--- Data provided Enclosed Below ---

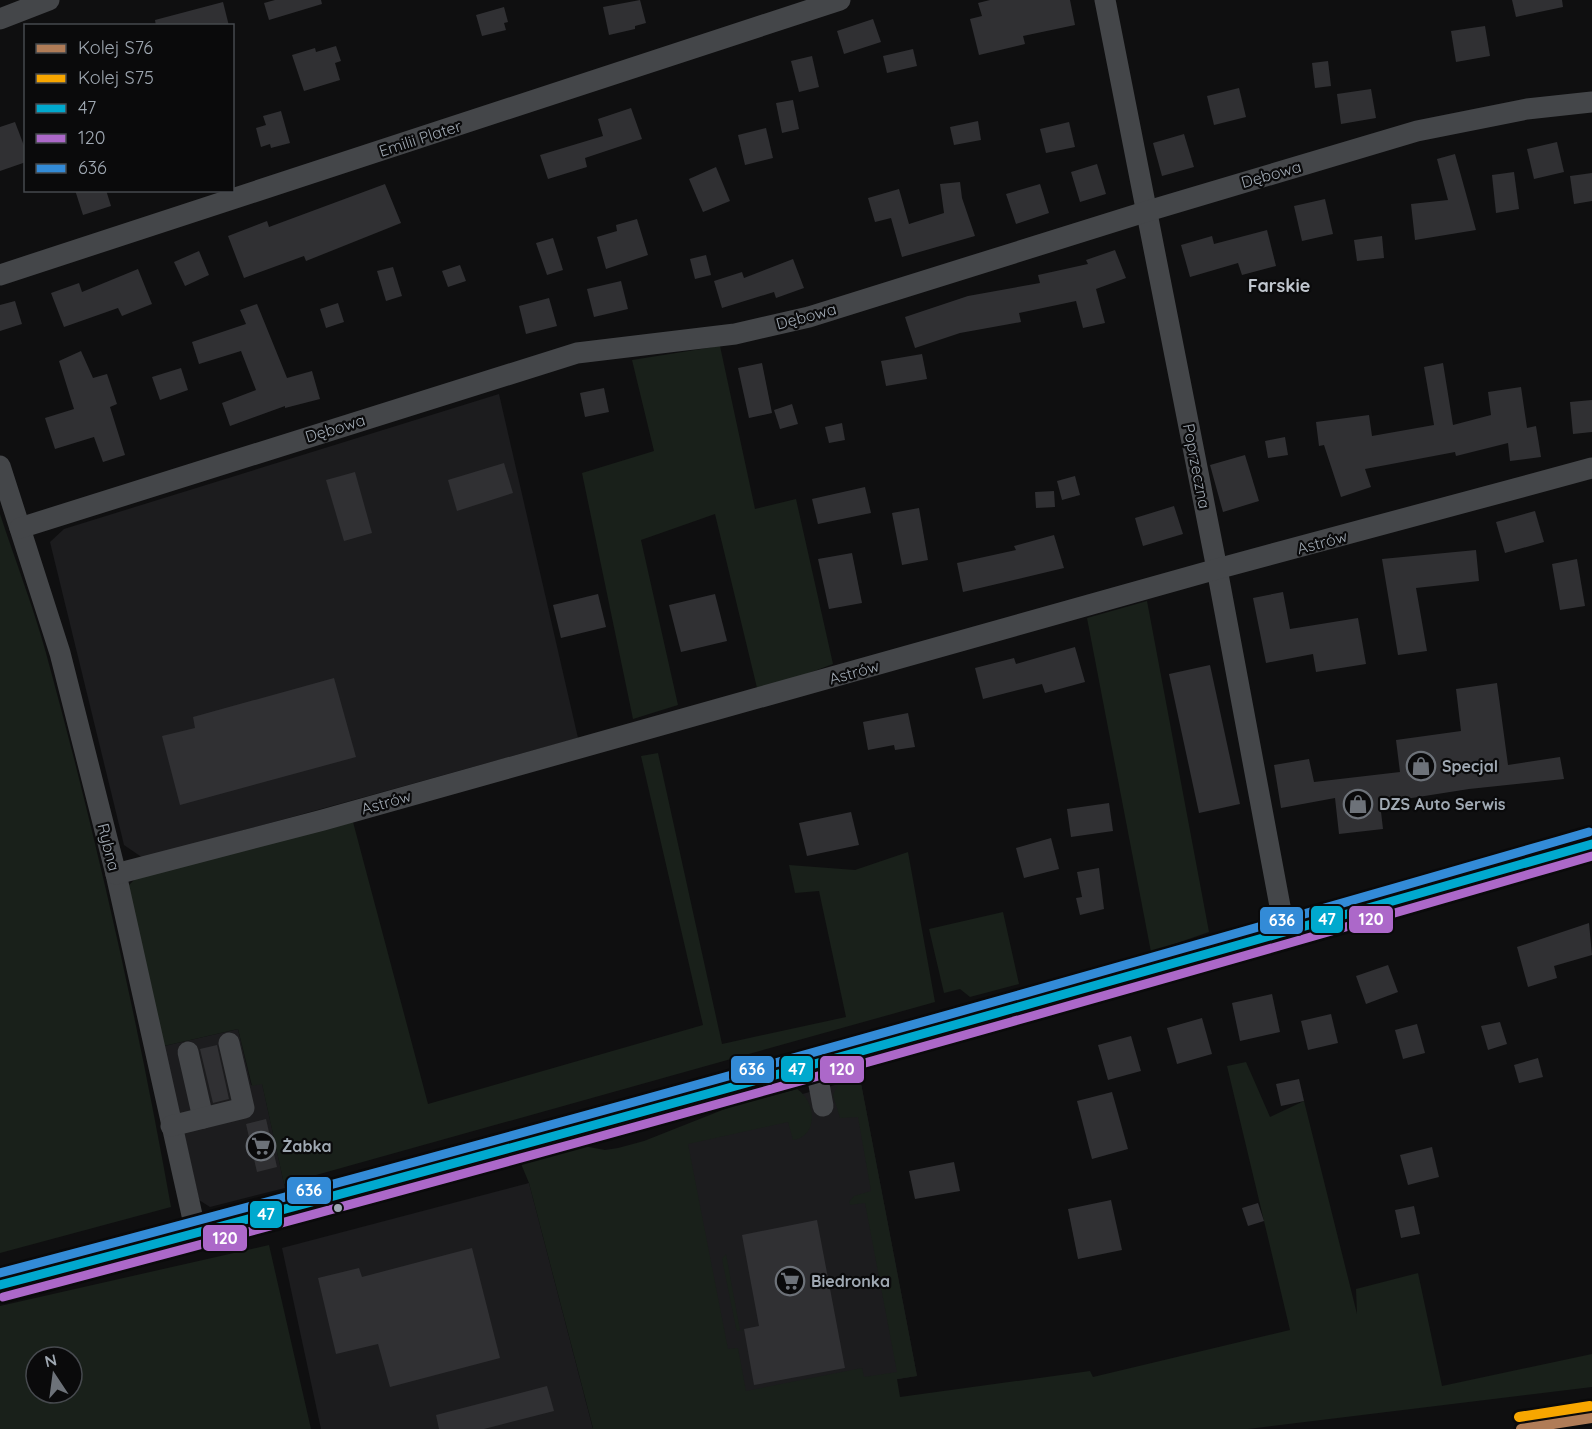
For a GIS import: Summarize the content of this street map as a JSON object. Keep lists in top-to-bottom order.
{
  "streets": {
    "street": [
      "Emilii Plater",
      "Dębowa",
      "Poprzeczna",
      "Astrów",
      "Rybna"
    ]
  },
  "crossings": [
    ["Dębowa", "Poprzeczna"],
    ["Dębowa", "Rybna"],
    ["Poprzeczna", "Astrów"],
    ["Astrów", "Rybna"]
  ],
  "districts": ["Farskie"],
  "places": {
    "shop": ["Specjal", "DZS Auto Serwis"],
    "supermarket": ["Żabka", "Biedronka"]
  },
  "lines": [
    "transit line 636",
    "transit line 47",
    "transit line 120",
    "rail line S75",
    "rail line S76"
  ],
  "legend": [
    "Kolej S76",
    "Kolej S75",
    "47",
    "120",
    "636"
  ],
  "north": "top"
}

--- End of Enclosed Data provided ---
--- Data provided Enclosed Below ---

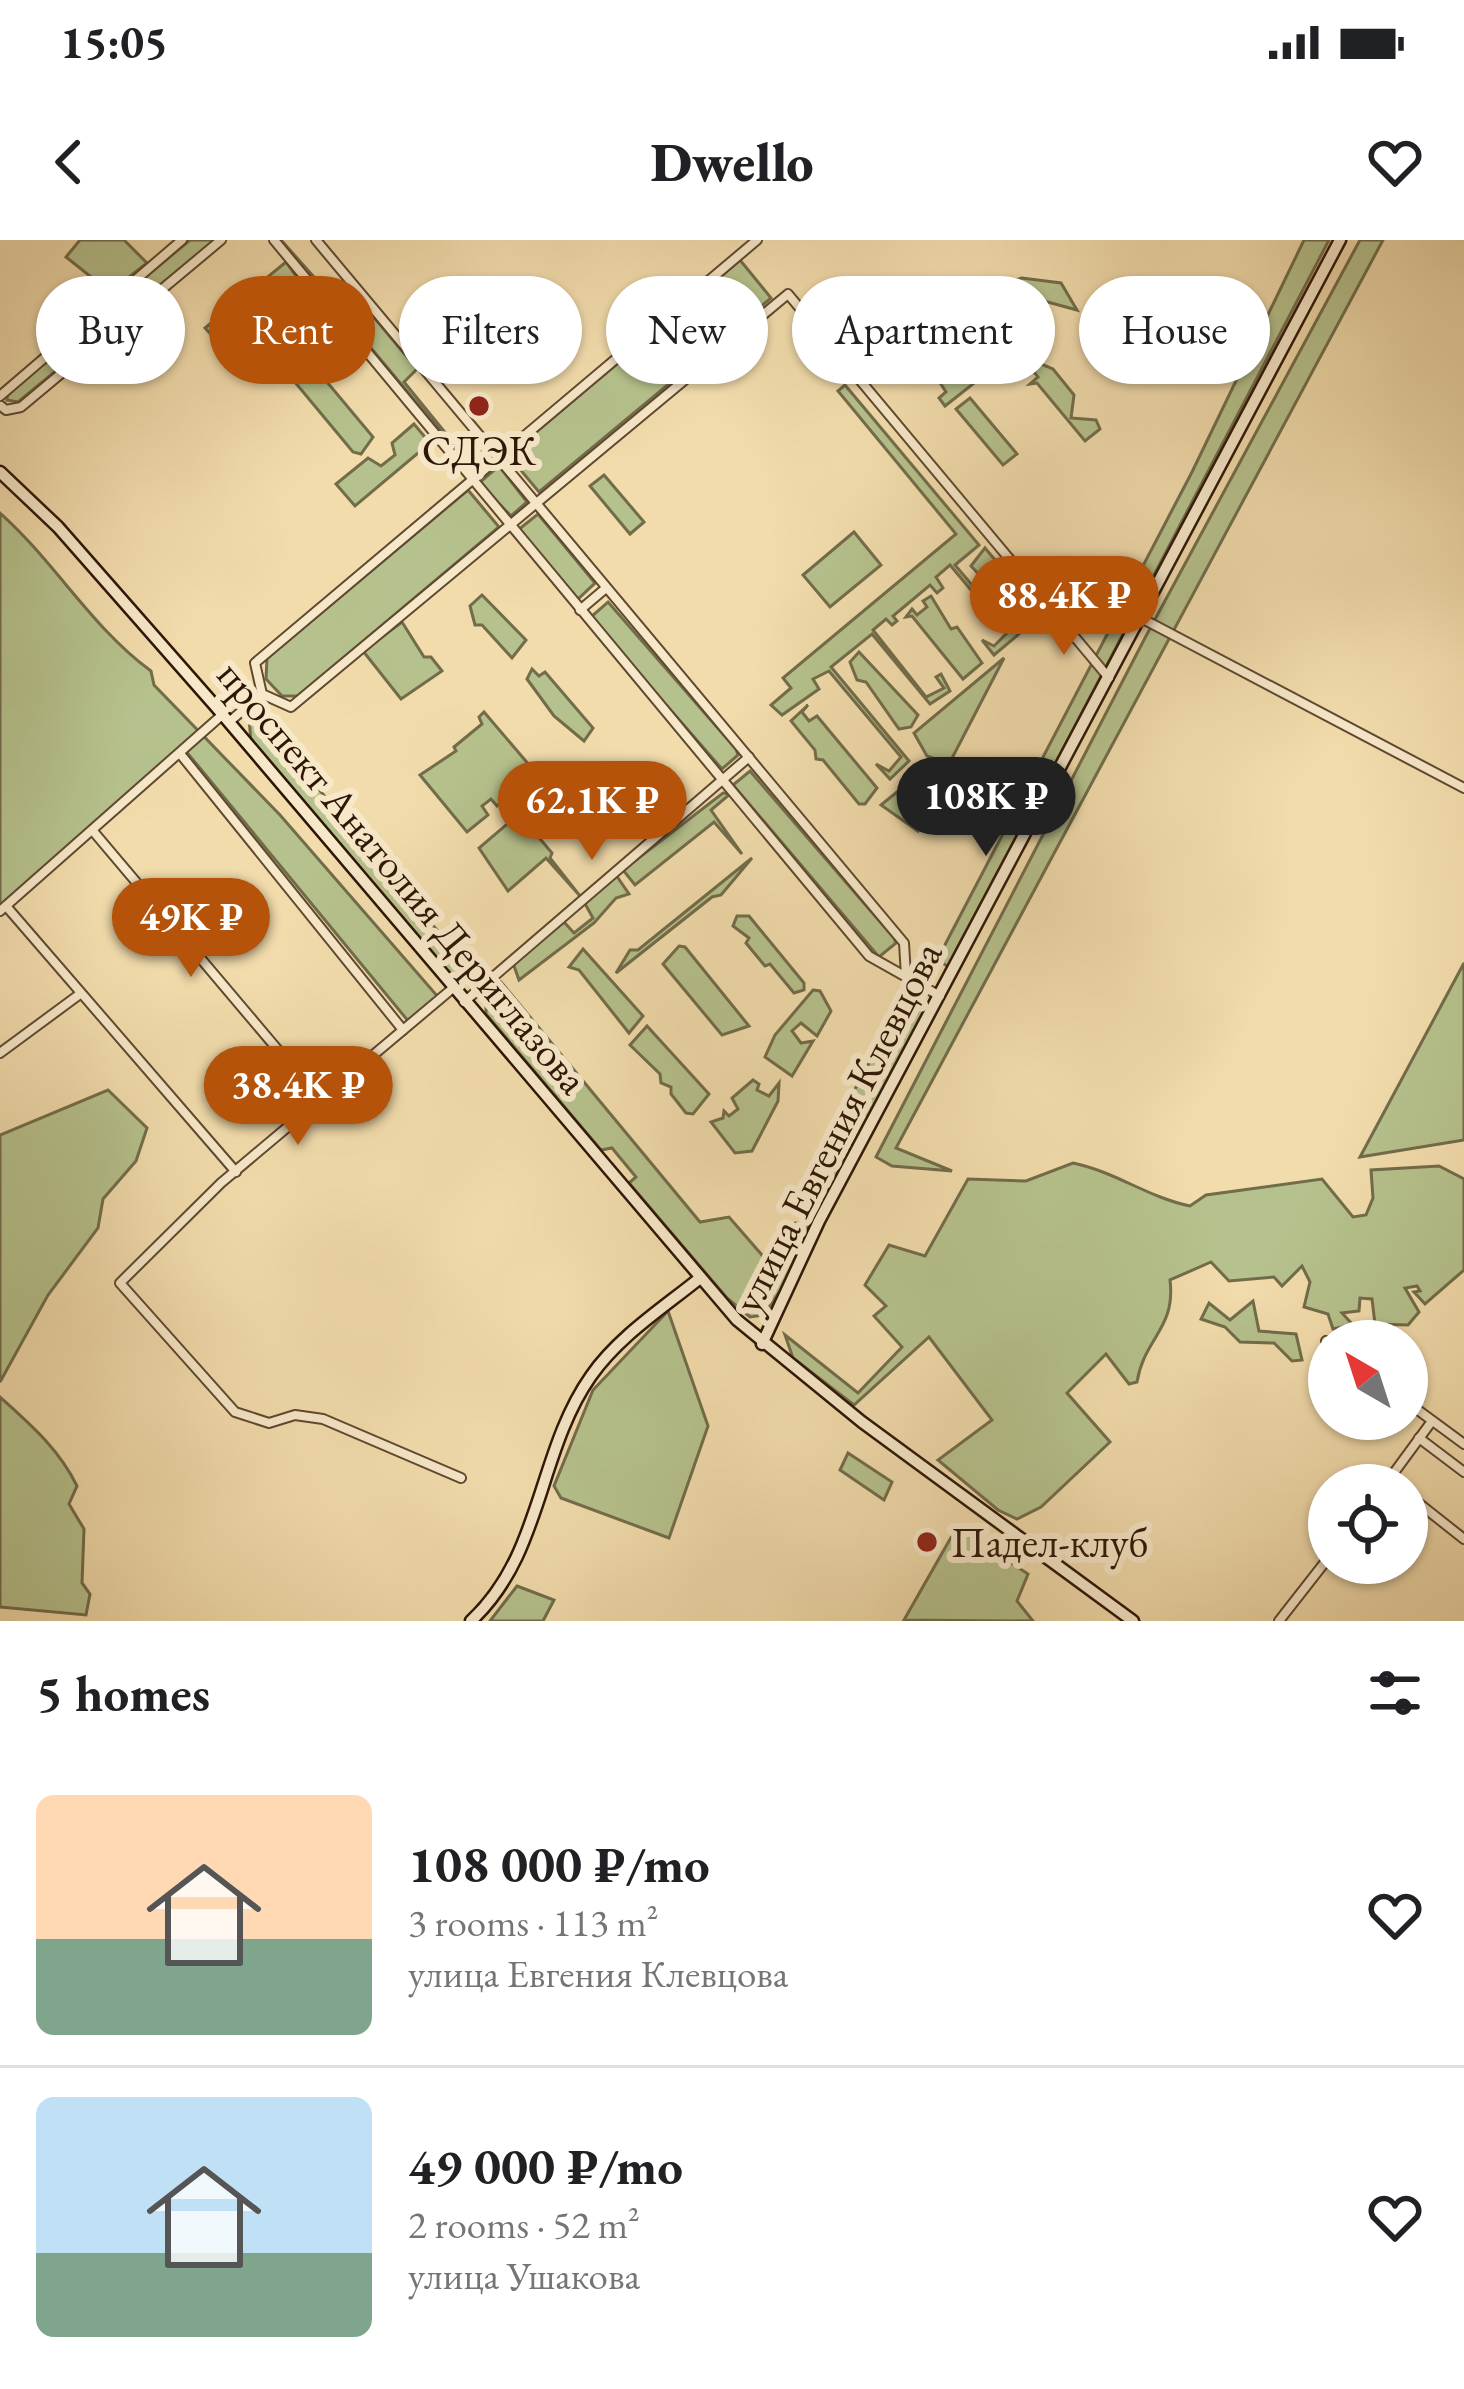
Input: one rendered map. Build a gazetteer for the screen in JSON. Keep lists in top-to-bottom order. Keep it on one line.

--- End of Enclosed Data provided ---
--- Data provided Enclosed Below ---

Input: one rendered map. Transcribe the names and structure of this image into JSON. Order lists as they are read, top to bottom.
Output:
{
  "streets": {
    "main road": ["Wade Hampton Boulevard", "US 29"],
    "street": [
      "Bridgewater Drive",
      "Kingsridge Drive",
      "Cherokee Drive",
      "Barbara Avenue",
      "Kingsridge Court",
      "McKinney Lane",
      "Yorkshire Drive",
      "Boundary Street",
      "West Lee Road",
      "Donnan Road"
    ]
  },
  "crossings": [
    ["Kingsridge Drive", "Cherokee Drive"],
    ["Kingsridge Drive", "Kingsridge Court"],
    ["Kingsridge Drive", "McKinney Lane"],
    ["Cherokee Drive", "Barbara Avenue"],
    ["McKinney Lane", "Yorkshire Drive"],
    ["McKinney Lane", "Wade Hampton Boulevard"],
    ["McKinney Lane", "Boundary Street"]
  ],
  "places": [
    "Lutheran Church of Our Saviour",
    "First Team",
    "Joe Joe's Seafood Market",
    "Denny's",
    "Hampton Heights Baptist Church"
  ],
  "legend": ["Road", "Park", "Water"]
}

--- End of Enclosed Data provided ---

• [Try it]:
Retrieve each line from the records above where the word "Input" occurs.

• [Final answer]:
Input: one rendered map. Build a gazetteer for the screen in JSON. Keep lists in top-to-bottom order. Keep it on one line.
Input: one rendered map. Transcribe the names and structure of this image into JSON. Order lists as they are read, top to bottom.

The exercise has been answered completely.